Although this reviewer has a clinical background of considerable trauma work, the central thesis of the Scaer book seems to me to be an extreme and unsupportable position. I believe that what Scaer theorizes undoubtedly accurately describes some motor vehicle accident victims with whiplash. Several cases that he cites have a history of prior traumatic experiences which undoubtedly sensitized them to more readily experiencing PTSD symptoms. The author indicates that he routinely asks all of his car accident patients in detail about past traumatic life experiences, which can identify important predisposing vulnerabilities, but if not done carefully can also result in contaminating influences which then someone might uncritically accept. I think that the possibility of whiplash symptoms stemming from PTSD may very well be a possible etiologic factor in low velocity accidents (e.g., 5 mph).

However.
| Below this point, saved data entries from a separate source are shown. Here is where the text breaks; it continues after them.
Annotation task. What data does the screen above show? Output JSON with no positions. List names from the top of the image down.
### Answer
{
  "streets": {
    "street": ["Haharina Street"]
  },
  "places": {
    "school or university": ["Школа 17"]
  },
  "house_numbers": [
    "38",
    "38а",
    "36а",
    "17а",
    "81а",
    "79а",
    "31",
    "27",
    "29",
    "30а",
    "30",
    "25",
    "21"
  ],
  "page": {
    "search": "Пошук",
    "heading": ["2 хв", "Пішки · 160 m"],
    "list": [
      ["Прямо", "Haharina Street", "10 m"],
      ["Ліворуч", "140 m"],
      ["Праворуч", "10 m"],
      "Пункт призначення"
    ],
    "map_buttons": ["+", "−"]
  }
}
I believe it is a mistake to engage in dichotomous reasoning, taking an either/or position on the etiology of whiplash symptoms. I strongly prefer a multifactor, multi-causal model where psychological trauma is simply one definate variable to be considered. In terms of legal standards, I seriously question whether the speculative, single-factor theory that Scaer presents has the peer-reviewed research support to meet Daubert standards of validity and reliability for admissibility in court, particularly given the absence of discussion of objective measures of PTSD. I can agree with him that in some cases PTSD may in fact be the primary variable causing the whiplash symptoms. In other cases, PTSD may only be a mild contributor or contribute nothing at all to the equation, with the whiplash symptoms stemming from neurological trauma. It is my experience that most neurologists and physicians evaluating whiplash symptoms rely on structural neuroimaging such as CAT scans and MRI's, or visual inspection of raw EEG, which seldom reveal physiological damage. In contrast, when functional evaluations such as quantitative EEG (qEEG) or SPECT are used, in many cases a physiological reason for the symptomatology is discovered. Furthermore, individuals who have a history of previous mild head injuries may be more vulnerable to effects from cumulative physiological damage when they suffer another, even mild whiplash.
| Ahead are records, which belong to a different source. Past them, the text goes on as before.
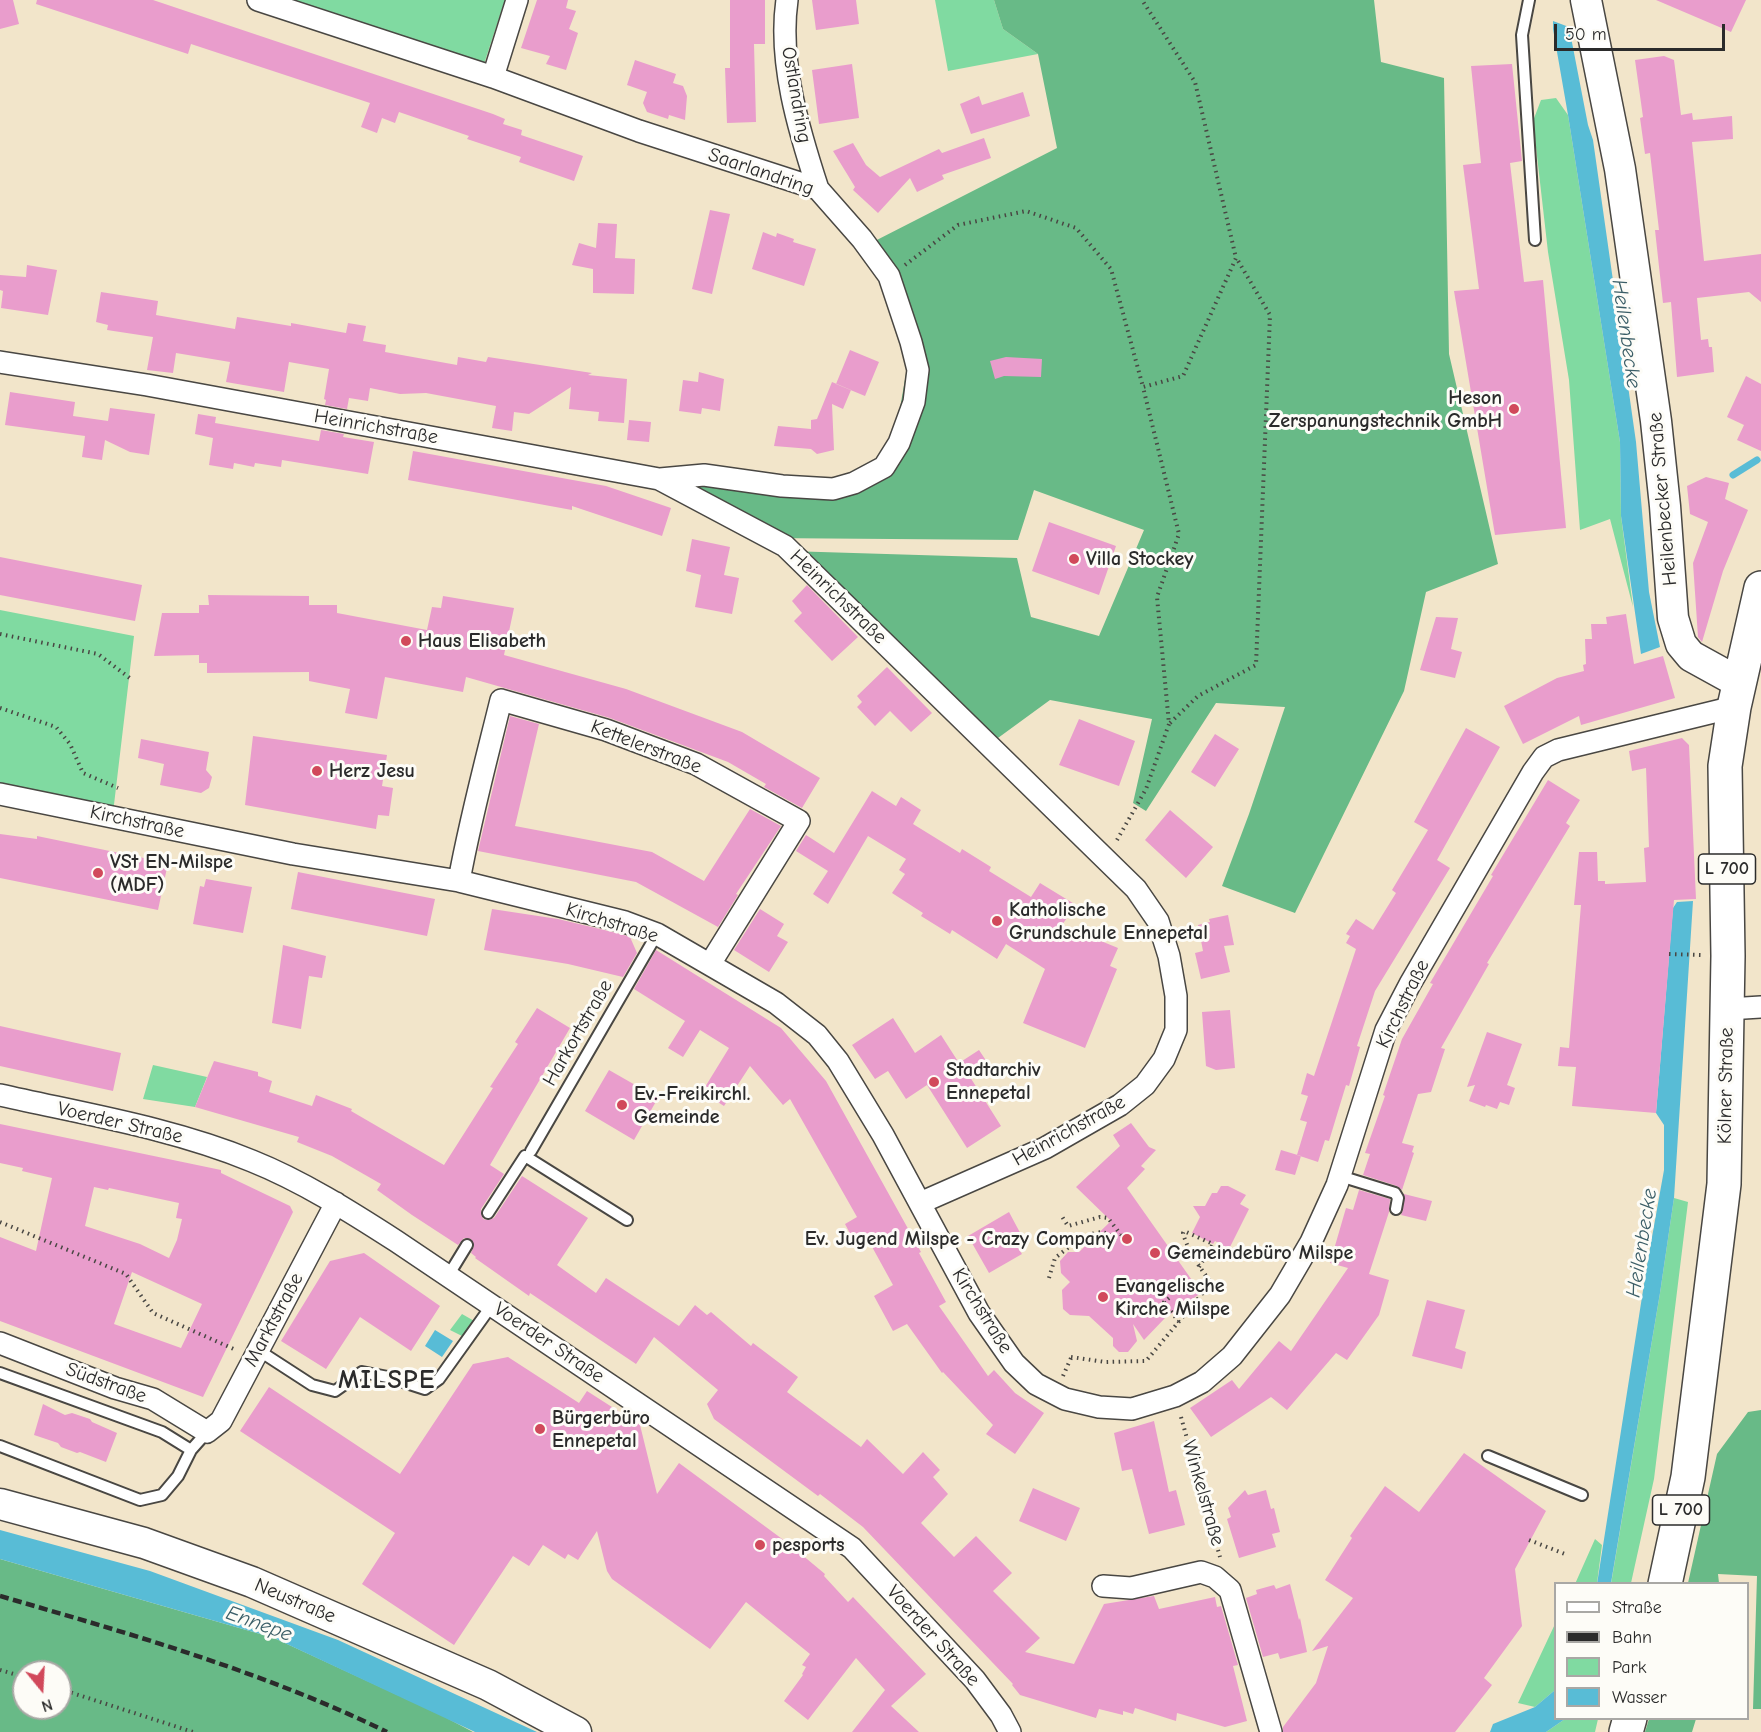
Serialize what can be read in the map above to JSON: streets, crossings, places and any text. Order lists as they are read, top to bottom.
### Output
{
  "streets": {
    "main road": [
      "Heilenbecker Straße",
      "L 700",
      "Kölner Straße",
      "Neustraße"
    ],
    "street": [
      "Ostlandring",
      "Saarlandring",
      "Heinrichstraße",
      "Kettelerstraße",
      "Kirchstraße",
      "Voerder Straße",
      "Marktstraße",
      "Südstraße",
      "Winkelstraße"
    ],
    "lane": ["Harkortstraße"]
  },
  "crossings": [
    ["Ostlandring", "Saarlandring"],
    ["Saarlandring", "Heinrichstraße"],
    ["Heinrichstraße", "Kirchstraße"],
    ["Heilenbecker Straße", "Kirchstraße"],
    ["Heilenbecker Straße", "Kölner Straße"],
    ["Kettelerstraße", "Kirchstraße"],
    ["Kirchstraße", "Harkortstraße"],
    ["Kirchstraße", "Kölner Straße"],
    ["Kirchstraße", "Winkelstraße"],
    ["Voerder Straße", "Marktstraße"],
    ["Marktstraße", "Südstraße"]
  ],
  "districts": ["MILSPE"],
  "water": ["Heilenbecke", "Ennepe"],
  "places": [
    "Heson Zerspanungstechnik GmbH",
    "Villa Stockey",
    "Haus Elisabeth",
    "Herz Jesu",
    "VSt EN-Milspe (MDF)",
    "Katholische Grundschule Ennepetal",
    "Stadtarchiv Ennepetal",
    "Ev.-Freikirchl. Gemeinde",
    "Ev. Jugend Milspe - Crazy Company",
    "Gemeindebüro Milspe",
    "Evangelische Kirche Milspe",
    "Bürgerbüro Ennepetal",
    "pesports"
  ],
  "legend": [
    "Straße",
    "Bahn",
    "Park",
    "Wasser"
  ],
  "scale_bar": "50 m",
  "north": "bottom"
}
As part of these more sophisticated assessment techniques available now, mild traumatic brain injury (TBI) discriminant functions have also been developed. As an example of support for the validity of a position counter to Scaer's, peer reviewed scientific publications of 608 mild TBI patients who were compared with 103 age matched normal subjects demonstrated, in independent cross-validations, an average false positive rate of only about 5% and an average false negative rate of approximately 9% (Thatcher et al., 1989). Similar levels of sensitivity and specificity were reported in a series of independent and replicated qEEG studies of TBI in which sensitivity was 95.45% and specificity was 97.44% (Thatcher et al., 2001 b).